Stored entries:

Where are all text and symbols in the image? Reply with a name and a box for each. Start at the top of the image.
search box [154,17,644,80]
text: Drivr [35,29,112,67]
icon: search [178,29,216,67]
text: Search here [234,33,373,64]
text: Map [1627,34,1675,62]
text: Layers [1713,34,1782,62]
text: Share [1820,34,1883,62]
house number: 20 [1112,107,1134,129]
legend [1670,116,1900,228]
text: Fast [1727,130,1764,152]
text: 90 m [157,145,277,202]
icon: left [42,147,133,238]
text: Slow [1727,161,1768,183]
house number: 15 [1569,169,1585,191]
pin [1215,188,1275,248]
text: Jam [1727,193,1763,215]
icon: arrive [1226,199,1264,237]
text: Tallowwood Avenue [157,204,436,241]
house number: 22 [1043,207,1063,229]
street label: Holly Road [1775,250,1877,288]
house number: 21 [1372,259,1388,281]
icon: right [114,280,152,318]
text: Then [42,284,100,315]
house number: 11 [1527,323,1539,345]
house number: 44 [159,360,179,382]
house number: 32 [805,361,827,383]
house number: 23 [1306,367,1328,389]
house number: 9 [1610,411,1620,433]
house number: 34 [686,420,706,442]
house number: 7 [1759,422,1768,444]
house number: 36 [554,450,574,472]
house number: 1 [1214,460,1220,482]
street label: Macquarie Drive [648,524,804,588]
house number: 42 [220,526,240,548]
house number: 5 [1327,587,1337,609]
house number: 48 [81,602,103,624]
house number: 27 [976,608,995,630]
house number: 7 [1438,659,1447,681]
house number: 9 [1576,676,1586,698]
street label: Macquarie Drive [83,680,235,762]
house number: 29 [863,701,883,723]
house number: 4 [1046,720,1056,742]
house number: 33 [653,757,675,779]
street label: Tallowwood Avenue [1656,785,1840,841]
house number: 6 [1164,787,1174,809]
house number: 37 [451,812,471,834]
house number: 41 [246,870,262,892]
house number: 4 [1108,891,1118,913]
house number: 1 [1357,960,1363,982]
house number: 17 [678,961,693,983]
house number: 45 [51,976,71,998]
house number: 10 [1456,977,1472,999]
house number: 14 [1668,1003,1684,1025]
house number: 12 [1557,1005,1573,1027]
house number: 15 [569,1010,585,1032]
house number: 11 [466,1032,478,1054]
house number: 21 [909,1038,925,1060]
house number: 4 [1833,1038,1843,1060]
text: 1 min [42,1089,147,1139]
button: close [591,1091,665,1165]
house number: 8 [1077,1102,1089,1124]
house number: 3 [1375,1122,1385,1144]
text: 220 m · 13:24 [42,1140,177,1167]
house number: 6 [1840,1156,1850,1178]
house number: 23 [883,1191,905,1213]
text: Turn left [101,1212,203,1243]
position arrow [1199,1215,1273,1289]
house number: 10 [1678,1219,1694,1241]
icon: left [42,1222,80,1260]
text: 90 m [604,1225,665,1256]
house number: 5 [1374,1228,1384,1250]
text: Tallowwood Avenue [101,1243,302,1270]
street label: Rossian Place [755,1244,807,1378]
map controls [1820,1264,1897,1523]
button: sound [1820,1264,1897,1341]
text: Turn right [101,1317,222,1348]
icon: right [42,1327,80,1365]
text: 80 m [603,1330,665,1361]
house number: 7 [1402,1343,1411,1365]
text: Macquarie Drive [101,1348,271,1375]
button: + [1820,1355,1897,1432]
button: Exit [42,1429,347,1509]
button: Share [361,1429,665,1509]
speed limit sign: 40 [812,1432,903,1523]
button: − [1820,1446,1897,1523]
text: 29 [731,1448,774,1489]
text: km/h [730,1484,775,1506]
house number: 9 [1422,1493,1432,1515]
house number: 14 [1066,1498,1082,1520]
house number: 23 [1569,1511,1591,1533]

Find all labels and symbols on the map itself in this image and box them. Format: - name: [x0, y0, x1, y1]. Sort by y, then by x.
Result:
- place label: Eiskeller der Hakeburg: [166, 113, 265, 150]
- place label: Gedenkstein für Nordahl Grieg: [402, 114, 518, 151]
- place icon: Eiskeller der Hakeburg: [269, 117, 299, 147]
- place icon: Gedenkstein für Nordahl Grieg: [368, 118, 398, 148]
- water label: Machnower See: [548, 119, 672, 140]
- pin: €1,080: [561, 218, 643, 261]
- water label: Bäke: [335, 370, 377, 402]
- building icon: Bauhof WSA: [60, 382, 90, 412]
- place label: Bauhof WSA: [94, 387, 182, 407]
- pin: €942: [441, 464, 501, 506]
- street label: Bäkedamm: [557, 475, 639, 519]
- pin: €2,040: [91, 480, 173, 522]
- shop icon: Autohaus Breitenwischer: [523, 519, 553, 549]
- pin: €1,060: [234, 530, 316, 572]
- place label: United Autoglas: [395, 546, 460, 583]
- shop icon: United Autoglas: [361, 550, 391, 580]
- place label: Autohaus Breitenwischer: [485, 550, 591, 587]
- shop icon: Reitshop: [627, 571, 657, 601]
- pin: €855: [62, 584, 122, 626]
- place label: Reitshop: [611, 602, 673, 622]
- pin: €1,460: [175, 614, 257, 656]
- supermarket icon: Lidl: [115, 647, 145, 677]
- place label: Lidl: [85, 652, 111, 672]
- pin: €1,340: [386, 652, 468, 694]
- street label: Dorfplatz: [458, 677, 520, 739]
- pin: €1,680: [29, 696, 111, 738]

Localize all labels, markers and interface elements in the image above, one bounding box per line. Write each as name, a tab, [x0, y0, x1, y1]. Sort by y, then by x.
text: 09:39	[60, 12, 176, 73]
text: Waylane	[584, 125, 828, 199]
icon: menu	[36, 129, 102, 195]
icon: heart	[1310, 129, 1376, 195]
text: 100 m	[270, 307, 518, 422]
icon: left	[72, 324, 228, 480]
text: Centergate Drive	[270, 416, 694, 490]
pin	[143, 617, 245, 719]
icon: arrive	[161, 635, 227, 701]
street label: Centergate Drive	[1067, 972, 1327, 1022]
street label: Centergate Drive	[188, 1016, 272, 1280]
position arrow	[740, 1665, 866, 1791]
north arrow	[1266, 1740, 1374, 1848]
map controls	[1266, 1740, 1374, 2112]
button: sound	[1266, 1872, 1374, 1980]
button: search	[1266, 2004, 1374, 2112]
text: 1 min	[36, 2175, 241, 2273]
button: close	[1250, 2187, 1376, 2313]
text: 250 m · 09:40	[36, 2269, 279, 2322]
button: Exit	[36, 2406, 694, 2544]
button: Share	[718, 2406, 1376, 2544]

● EXERCISE INSTRUCTIONS
Make an exact copy of the data above.

● SOLUTION FOR THIS PROBLEM
Where are all text and symbols in the image? Reply with a name and a box for each. Start at the top of the image.
search box [154,17,644,80]
text: Drivr [35,29,112,67]
icon: search [178,29,216,67]
text: Search here [234,33,373,64]
text: Map [1627,34,1675,62]
text: Layers [1713,34,1782,62]
text: Share [1820,34,1883,62]
house number: 20 [1112,107,1134,129]
legend [1670,116,1900,228]
text: Fast [1727,130,1764,152]
text: 90 m [157,145,277,202]
icon: left [42,147,133,238]
text: Slow [1727,161,1768,183]
house number: 15 [1569,169,1585,191]
pin [1215,188,1275,248]
text: Jam [1727,193,1763,215]
icon: arrive [1226,199,1264,237]
text: Tallowwood Avenue [157,204,436,241]
house number: 22 [1043,207,1063,229]
street label: Holly Road [1775,250,1877,288]
house number: 21 [1372,259,1388,281]
icon: right [114,280,152,318]
text: Then [42,284,100,315]
house number: 11 [1527,323,1539,345]
house number: 44 [159,360,179,382]
house number: 32 [805,361,827,383]
house number: 23 [1306,367,1328,389]
house number: 9 [1610,411,1620,433]
house number: 34 [686,420,706,442]
house number: 7 [1759,422,1768,444]
house number: 36 [554,450,574,472]
house number: 1 [1214,460,1220,482]
street label: Macquarie Drive [648,524,804,588]
house number: 42 [220,526,240,548]
house number: 5 [1327,587,1337,609]
house number: 48 [81,602,103,624]
house number: 27 [976,608,995,630]
house number: 7 [1438,659,1447,681]
house number: 9 [1576,676,1586,698]
street label: Macquarie Drive [83,680,235,762]
house number: 29 [863,701,883,723]
house number: 4 [1046,720,1056,742]
house number: 33 [653,757,675,779]
street label: Tallowwood Avenue [1656,785,1840,841]
house number: 6 [1164,787,1174,809]
house number: 37 [451,812,471,834]
house number: 41 [246,870,262,892]
house number: 4 [1108,891,1118,913]
house number: 1 [1357,960,1363,982]
house number: 17 [678,961,693,983]
house number: 45 [51,976,71,998]
house number: 10 [1456,977,1472,999]
house number: 14 [1668,1003,1684,1025]
house number: 12 [1557,1005,1573,1027]
house number: 15 [569,1010,585,1032]
house number: 11 [466,1032,478,1054]
house number: 21 [909,1038,925,1060]
house number: 4 [1833,1038,1843,1060]
text: 1 min [42,1089,147,1139]
button: close [591,1091,665,1165]
house number: 8 [1077,1102,1089,1124]
house number: 3 [1375,1122,1385,1144]
text: 220 m · 13:24 [42,1140,177,1167]
house number: 6 [1840,1156,1850,1178]
house number: 23 [883,1191,905,1213]
text: Turn left [101,1212,203,1243]
position arrow [1199,1215,1273,1289]
house number: 10 [1678,1219,1694,1241]
icon: left [42,1222,80,1260]
text: 90 m [604,1225,665,1256]
house number: 5 [1374,1228,1384,1250]
text: Tallowwood Avenue [101,1243,302,1270]
street label: Rossian Place [755,1244,807,1378]
map controls [1820,1264,1897,1523]
button: sound [1820,1264,1897,1341]
text: Turn right [101,1317,222,1348]
icon: right [42,1327,80,1365]
text: 80 m [603,1330,665,1361]
house number: 7 [1402,1343,1411,1365]
text: Macquarie Drive [101,1348,271,1375]
button: + [1820,1355,1897,1432]
button: Exit [42,1429,347,1509]
button: Share [361,1429,665,1509]
speed limit sign: 40 [812,1432,903,1523]
button: − [1820,1446,1897,1523]
text: 29 [731,1448,774,1489]
text: km/h [730,1484,775,1506]
house number: 9 [1422,1493,1432,1515]
house number: 14 [1066,1498,1082,1520]
house number: 23 [1569,1511,1591,1533]

Find all labels and symbols on the map itself in this image and box them. Format: - name: [x0, y0, x1, y1]. Sort by y, then by x.
Result:
- place label: Eiskeller der Hakeburg: [166, 113, 265, 150]
- place label: Gedenkstein für Nordahl Grieg: [402, 114, 518, 151]
- place icon: Eiskeller der Hakeburg: [269, 117, 299, 147]
- place icon: Gedenkstein für Nordahl Grieg: [368, 118, 398, 148]
- water label: Machnower See: [548, 119, 672, 140]
- pin: €1,080: [561, 218, 643, 261]
- water label: Bäke: [335, 370, 377, 402]
- building icon: Bauhof WSA: [60, 382, 90, 412]
- place label: Bauhof WSA: [94, 387, 182, 407]
- pin: €942: [441, 464, 501, 506]
- street label: Bäkedamm: [557, 475, 639, 519]
- pin: €2,040: [91, 480, 173, 522]
- shop icon: Autohaus Breitenwischer: [523, 519, 553, 549]
- pin: €1,060: [234, 530, 316, 572]
- place label: United Autoglas: [395, 546, 460, 583]
- shop icon: United Autoglas: [361, 550, 391, 580]
- place label: Autohaus Breitenwischer: [485, 550, 591, 587]
- shop icon: Reitshop: [627, 571, 657, 601]
- pin: €855: [62, 584, 122, 626]
- place label: Reitshop: [611, 602, 673, 622]
- pin: €1,460: [175, 614, 257, 656]
- supermarket icon: Lidl: [115, 647, 145, 677]
- place label: Lidl: [85, 652, 111, 672]
- pin: €1,340: [386, 652, 468, 694]
- street label: Dorfplatz: [458, 677, 520, 739]
- pin: €1,680: [29, 696, 111, 738]

Localize all labels, markers and interface elements in the image above, one bounding box per line. Write each as name, a tab, [x0, y0, x1, y1]. Sort by y, then by x.
text: 09:39	[60, 12, 176, 73]
text: Waylane	[584, 125, 828, 199]
icon: menu	[36, 129, 102, 195]
icon: heart	[1310, 129, 1376, 195]
text: 100 m	[270, 307, 518, 422]
icon: left	[72, 324, 228, 480]
text: Centergate Drive	[270, 416, 694, 490]
pin	[143, 617, 245, 719]
icon: arrive	[161, 635, 227, 701]
street label: Centergate Drive	[1067, 972, 1327, 1022]
street label: Centergate Drive	[188, 1016, 272, 1280]
position arrow	[740, 1665, 866, 1791]
north arrow	[1266, 1740, 1374, 1848]
map controls	[1266, 1740, 1374, 2112]
button: sound	[1266, 1872, 1374, 1980]
button: search	[1266, 2004, 1374, 2112]
text: 1 min	[36, 2175, 241, 2273]
button: close	[1250, 2187, 1376, 2313]
text: 250 m · 09:40	[36, 2269, 279, 2322]
button: Exit	[36, 2406, 694, 2544]
button: Share	[718, 2406, 1376, 2544]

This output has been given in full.